For a whole generation, the phrase “This is 29 Acacia Road”, and the voice of Bill Oddie, will bring memories of the popular cartoon series flooding back. Bananaman appeared in print, drawn by John Geering, a few years before the animated series began, but it was the television cartoons which cemented Bananaman as a childhood favourite.
Some 30 years since the cartoon aired, and with the proposed film version seemingly abandoned, it falls to Bananaman The Musical to bring the character to a whole new generation. On the face of it, the comic strip feels like perfect fodder for a comedy musical, but does it actually work? And, can I write this review without using any banana related puns?
When studious Eric Wimp is knocked unconscious by the shard of a comet falling to earth, he discovers, with the help of a talking bird, that eating a banana transforms him from dorky teenager to muscled superhero. But, as his body mass increases, his IQ and common sense is vastly diminished, leading to a series of comical misadventures as the hero, along with Crow, Fiona and Chief O’Reilly, attempt to defeat the villains of the piece, Dr Gloom, General Blight and Mad Magician.

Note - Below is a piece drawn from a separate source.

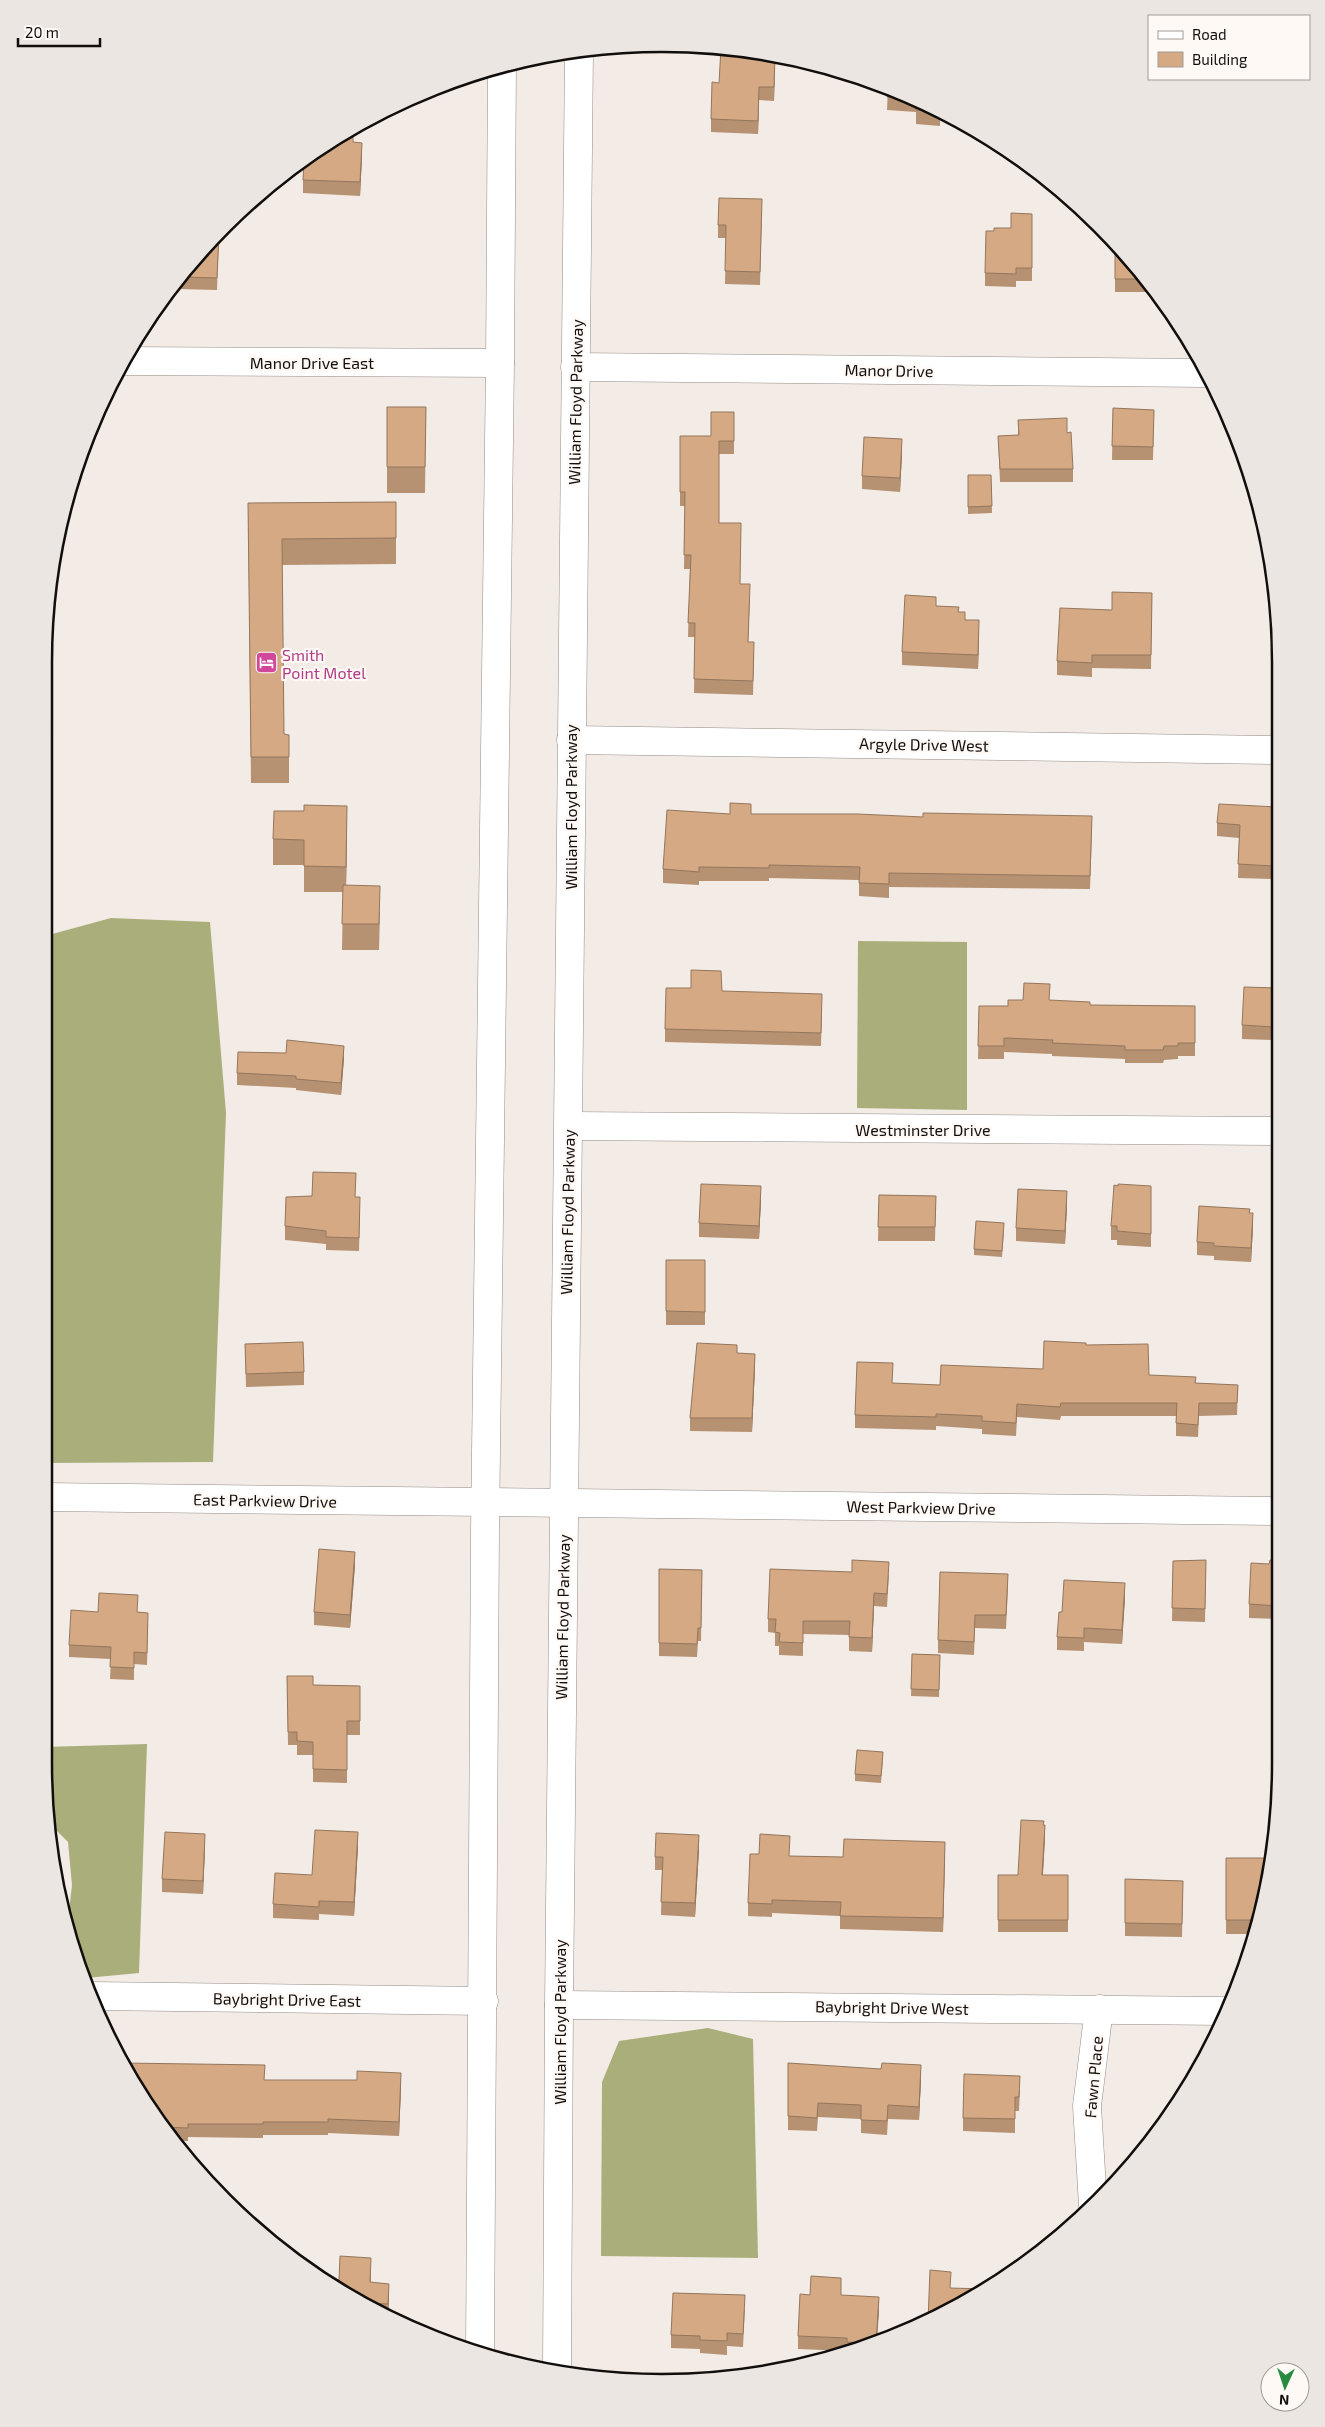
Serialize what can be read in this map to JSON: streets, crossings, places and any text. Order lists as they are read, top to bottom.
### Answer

This may be a production borne from a comic, but don’t be fooled in to thinking this is a mere caricature, for all its silliness and absurdity this is a fully formed musical, with all the right ingredients for a hit. The score is particularly strong, while not explicitly characterized as the eighties, it certainly is reminiscent of the television series, and crucially musicals of the era. It is only let down by a couple of the ensemble numbers, which ended up sounding too cluttered.
Writer Leon Parris has remained faithful to much of what has come before, but added some new tidbits as well, the origin story is different for example, but Chief O’Reilly’s blue flashing light hat remains. The second act starts off a little weaker than the first, but soon gets back on track with “Simply Eric Wimp”, a rousing, and clearer sounding, ensemble number.